### What you need to do
Search the material for the string "body" and copy each line where it occurs.

########

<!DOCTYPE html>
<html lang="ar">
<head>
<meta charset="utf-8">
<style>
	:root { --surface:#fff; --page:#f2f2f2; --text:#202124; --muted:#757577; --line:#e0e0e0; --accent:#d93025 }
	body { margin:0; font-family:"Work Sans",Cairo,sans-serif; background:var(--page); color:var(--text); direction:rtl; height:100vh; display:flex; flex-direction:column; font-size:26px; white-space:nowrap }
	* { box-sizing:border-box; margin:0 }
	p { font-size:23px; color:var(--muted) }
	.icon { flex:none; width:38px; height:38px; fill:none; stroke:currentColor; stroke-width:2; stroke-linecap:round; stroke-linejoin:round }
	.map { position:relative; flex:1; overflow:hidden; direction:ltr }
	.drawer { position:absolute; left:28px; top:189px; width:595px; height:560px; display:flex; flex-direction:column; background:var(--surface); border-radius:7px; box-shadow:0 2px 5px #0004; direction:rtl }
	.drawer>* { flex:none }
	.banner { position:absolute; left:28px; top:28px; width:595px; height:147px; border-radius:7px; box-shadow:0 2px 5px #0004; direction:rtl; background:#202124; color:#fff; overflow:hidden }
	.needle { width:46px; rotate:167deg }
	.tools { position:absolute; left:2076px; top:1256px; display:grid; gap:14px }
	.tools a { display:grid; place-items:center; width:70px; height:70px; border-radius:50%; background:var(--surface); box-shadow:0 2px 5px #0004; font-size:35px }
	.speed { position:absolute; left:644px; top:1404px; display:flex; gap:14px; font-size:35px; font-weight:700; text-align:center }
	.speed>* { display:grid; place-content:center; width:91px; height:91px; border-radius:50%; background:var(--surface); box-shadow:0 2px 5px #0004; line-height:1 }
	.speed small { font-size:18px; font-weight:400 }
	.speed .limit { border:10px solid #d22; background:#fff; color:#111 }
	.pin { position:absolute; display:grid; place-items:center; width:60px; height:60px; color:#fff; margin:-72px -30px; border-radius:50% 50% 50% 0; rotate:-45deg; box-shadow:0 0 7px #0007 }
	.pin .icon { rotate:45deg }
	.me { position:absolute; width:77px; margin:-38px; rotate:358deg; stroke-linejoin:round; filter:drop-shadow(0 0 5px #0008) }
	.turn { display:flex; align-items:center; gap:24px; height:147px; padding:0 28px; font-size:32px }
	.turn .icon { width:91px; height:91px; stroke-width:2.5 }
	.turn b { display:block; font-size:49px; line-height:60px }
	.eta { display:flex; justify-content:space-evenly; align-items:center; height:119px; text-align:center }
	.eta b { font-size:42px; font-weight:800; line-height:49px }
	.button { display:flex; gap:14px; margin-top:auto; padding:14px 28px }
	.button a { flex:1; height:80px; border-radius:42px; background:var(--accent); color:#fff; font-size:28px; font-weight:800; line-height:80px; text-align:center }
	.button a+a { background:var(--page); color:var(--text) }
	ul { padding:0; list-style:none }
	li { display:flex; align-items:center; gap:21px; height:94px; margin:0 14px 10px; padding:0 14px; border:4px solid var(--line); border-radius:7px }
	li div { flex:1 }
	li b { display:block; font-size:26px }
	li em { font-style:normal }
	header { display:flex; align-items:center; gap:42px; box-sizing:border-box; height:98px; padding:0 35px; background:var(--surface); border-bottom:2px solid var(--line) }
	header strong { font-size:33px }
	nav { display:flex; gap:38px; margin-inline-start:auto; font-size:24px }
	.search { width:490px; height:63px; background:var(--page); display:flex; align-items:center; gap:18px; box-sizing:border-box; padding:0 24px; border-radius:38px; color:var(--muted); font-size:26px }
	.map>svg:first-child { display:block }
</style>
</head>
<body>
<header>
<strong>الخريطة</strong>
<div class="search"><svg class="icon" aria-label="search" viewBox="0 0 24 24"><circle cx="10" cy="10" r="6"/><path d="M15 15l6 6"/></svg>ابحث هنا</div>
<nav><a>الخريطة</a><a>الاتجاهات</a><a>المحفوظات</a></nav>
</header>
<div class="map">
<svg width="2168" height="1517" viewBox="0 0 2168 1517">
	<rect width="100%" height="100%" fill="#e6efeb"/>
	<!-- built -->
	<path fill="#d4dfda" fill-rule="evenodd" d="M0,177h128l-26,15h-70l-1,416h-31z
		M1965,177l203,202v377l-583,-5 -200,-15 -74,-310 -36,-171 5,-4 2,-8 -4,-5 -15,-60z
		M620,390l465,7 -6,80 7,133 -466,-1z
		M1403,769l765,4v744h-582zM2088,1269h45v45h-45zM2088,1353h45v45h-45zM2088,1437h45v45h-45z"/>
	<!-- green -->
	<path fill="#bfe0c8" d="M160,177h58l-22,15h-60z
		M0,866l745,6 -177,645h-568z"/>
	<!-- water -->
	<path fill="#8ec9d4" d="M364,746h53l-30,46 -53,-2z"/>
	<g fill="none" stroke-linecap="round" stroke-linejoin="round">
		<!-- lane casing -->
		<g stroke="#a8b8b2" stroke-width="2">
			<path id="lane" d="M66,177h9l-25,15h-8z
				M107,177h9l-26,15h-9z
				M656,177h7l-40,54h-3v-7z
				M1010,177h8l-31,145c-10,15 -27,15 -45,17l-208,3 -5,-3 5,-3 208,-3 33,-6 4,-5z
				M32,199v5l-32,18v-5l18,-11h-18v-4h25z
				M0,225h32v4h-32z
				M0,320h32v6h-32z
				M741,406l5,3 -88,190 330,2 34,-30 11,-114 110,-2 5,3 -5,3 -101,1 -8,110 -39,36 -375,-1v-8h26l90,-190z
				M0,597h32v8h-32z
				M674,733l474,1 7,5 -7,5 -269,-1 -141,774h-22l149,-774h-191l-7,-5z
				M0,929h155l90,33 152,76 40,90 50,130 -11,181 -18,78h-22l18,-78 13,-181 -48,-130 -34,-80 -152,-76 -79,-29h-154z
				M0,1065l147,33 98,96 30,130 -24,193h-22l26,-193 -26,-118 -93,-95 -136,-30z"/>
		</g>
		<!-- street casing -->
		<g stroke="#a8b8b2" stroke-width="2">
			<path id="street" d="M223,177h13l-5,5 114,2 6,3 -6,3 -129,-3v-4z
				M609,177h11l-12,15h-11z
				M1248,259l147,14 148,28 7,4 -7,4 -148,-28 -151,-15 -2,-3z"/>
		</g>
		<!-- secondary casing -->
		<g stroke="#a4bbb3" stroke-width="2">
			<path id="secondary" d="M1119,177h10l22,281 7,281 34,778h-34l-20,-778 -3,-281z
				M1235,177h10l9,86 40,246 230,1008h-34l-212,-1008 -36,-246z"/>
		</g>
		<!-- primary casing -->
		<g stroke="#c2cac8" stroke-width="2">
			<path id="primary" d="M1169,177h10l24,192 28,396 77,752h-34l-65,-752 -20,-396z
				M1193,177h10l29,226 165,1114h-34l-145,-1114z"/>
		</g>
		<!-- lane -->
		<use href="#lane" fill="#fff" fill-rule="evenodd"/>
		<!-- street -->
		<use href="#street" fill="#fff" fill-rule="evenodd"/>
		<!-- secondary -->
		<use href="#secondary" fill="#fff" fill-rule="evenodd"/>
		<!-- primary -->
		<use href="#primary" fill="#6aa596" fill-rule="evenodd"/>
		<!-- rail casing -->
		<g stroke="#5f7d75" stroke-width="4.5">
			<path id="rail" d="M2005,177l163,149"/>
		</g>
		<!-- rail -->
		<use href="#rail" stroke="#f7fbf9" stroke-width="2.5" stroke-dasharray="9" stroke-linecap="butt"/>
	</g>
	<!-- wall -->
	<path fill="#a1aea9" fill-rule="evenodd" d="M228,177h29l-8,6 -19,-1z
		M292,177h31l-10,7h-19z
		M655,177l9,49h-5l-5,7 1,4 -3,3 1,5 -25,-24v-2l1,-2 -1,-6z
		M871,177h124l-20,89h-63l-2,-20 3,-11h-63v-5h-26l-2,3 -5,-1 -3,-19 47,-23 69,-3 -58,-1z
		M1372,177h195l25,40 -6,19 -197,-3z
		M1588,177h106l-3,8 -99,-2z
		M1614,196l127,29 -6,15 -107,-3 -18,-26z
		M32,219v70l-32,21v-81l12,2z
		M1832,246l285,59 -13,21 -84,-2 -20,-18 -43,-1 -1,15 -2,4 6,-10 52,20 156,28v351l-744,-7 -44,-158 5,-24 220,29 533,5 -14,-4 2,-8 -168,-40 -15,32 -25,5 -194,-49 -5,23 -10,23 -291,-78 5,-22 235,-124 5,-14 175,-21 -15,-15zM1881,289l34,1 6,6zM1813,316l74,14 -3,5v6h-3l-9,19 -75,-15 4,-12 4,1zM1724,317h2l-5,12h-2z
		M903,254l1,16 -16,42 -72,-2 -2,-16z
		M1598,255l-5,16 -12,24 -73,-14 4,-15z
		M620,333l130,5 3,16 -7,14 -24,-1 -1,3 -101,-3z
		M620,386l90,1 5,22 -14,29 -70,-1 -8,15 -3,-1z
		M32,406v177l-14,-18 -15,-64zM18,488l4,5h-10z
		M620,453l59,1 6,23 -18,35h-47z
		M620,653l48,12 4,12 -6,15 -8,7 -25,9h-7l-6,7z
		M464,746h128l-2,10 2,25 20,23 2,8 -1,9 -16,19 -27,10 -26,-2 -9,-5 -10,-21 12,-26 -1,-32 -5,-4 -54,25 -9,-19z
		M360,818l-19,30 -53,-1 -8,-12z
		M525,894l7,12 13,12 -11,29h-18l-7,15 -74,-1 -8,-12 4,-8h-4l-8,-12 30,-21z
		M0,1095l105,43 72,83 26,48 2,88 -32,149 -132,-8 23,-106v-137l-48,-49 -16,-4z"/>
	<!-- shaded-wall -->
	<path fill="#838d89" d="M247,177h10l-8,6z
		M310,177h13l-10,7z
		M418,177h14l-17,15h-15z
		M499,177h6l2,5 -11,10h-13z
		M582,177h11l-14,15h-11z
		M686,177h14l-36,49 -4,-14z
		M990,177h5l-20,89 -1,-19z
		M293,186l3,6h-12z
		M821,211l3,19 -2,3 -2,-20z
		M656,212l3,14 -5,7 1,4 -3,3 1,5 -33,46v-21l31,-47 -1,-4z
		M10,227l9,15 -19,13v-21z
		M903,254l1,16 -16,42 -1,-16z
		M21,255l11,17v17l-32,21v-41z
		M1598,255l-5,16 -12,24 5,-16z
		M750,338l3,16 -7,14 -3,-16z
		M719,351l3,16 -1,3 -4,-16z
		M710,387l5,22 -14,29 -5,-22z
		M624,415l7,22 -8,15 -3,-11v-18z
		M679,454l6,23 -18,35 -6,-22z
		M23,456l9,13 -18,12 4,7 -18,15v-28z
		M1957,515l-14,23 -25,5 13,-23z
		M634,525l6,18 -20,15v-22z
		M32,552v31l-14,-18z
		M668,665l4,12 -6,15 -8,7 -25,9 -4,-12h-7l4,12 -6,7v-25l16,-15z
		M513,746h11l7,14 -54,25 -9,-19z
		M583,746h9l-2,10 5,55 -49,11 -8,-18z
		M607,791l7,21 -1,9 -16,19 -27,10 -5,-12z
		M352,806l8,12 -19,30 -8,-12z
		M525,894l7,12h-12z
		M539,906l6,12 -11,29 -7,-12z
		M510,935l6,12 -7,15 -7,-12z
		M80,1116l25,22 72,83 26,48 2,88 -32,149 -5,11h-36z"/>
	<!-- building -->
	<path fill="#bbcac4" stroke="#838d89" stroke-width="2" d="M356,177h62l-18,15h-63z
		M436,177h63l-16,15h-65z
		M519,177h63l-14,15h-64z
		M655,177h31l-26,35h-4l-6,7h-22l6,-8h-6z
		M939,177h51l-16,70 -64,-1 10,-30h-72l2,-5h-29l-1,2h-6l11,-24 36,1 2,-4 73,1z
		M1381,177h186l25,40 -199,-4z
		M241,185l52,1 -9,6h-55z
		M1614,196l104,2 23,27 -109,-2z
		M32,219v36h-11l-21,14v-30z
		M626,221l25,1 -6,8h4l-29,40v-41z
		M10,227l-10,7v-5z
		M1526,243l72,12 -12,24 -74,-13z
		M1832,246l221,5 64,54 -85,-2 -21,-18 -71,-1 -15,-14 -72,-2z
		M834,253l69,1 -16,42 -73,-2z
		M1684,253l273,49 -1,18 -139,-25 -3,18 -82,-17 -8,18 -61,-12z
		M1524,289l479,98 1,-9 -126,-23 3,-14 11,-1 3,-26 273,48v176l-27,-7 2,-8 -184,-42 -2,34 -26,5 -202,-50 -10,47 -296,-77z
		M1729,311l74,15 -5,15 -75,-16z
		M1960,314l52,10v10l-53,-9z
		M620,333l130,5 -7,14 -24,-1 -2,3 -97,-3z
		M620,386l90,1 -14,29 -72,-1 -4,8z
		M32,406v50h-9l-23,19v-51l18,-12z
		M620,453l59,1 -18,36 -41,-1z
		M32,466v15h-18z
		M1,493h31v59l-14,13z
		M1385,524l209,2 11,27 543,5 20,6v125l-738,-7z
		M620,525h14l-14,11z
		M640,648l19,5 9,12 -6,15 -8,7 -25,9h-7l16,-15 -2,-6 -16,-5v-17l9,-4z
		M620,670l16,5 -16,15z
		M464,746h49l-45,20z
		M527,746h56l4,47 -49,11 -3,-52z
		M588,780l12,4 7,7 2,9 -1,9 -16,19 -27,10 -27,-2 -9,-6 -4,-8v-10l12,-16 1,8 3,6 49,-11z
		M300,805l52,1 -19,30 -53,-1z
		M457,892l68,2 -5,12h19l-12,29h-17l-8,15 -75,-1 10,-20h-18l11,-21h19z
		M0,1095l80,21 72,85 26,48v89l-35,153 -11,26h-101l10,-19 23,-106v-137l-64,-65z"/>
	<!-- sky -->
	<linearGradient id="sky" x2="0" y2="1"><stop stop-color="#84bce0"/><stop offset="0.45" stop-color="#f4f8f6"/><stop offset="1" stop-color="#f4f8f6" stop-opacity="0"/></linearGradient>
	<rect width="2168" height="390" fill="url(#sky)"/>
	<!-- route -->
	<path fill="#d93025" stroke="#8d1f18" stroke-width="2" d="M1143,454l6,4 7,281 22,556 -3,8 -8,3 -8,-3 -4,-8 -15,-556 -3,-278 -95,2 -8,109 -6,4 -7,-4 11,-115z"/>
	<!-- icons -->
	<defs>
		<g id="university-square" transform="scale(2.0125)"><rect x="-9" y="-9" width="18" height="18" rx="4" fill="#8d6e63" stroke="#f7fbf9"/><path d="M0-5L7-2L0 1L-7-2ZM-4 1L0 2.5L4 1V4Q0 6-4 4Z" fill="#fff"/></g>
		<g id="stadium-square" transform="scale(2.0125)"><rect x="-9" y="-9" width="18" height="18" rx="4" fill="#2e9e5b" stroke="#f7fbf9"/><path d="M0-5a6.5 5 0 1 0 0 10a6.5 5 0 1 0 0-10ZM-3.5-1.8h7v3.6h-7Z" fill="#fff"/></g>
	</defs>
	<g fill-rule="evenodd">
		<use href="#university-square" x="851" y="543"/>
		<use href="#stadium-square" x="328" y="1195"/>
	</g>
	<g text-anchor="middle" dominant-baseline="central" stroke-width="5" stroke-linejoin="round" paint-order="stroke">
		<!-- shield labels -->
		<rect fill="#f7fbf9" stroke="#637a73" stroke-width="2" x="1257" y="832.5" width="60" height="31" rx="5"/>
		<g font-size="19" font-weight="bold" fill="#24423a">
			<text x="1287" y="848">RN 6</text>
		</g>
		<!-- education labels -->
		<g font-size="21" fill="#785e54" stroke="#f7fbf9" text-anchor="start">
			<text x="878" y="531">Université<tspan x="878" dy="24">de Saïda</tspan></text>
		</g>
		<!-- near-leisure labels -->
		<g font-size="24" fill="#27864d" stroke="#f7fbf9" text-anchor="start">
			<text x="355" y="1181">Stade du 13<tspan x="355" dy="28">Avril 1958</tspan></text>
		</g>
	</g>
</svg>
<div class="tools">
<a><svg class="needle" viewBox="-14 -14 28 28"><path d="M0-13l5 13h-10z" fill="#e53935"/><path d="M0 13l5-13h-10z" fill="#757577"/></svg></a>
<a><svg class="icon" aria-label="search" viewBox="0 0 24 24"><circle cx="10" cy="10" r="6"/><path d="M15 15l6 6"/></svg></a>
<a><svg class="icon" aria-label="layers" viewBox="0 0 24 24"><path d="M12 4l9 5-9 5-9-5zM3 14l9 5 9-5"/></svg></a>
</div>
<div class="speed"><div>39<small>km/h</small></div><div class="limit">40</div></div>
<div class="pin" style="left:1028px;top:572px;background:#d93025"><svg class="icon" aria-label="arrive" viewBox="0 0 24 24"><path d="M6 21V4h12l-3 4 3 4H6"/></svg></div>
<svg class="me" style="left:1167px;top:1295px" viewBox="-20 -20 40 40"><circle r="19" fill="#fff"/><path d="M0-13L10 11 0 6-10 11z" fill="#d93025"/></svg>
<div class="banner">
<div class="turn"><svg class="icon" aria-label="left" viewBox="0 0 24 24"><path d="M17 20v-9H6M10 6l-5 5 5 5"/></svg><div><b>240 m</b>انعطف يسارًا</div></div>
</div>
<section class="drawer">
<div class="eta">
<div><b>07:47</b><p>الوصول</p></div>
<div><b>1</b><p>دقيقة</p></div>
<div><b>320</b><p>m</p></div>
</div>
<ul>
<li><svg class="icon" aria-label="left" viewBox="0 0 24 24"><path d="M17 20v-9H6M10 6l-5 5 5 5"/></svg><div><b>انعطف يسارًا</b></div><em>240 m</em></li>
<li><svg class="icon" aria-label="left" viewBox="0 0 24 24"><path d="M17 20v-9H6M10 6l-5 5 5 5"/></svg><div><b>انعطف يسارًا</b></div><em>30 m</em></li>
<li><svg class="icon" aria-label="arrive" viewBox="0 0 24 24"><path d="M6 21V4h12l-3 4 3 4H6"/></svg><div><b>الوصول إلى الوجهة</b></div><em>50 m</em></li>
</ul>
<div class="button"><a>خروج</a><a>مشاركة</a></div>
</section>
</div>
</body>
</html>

########

### Expected answer
	body { margin:0; font-family:"Work Sans",Cairo,sans-serif; background:var(--page); color:var(--text); direction:rtl; height:100vh; display:flex; flex-direction:column; font-size:26px; white-space:nowrap }
<body>
</body>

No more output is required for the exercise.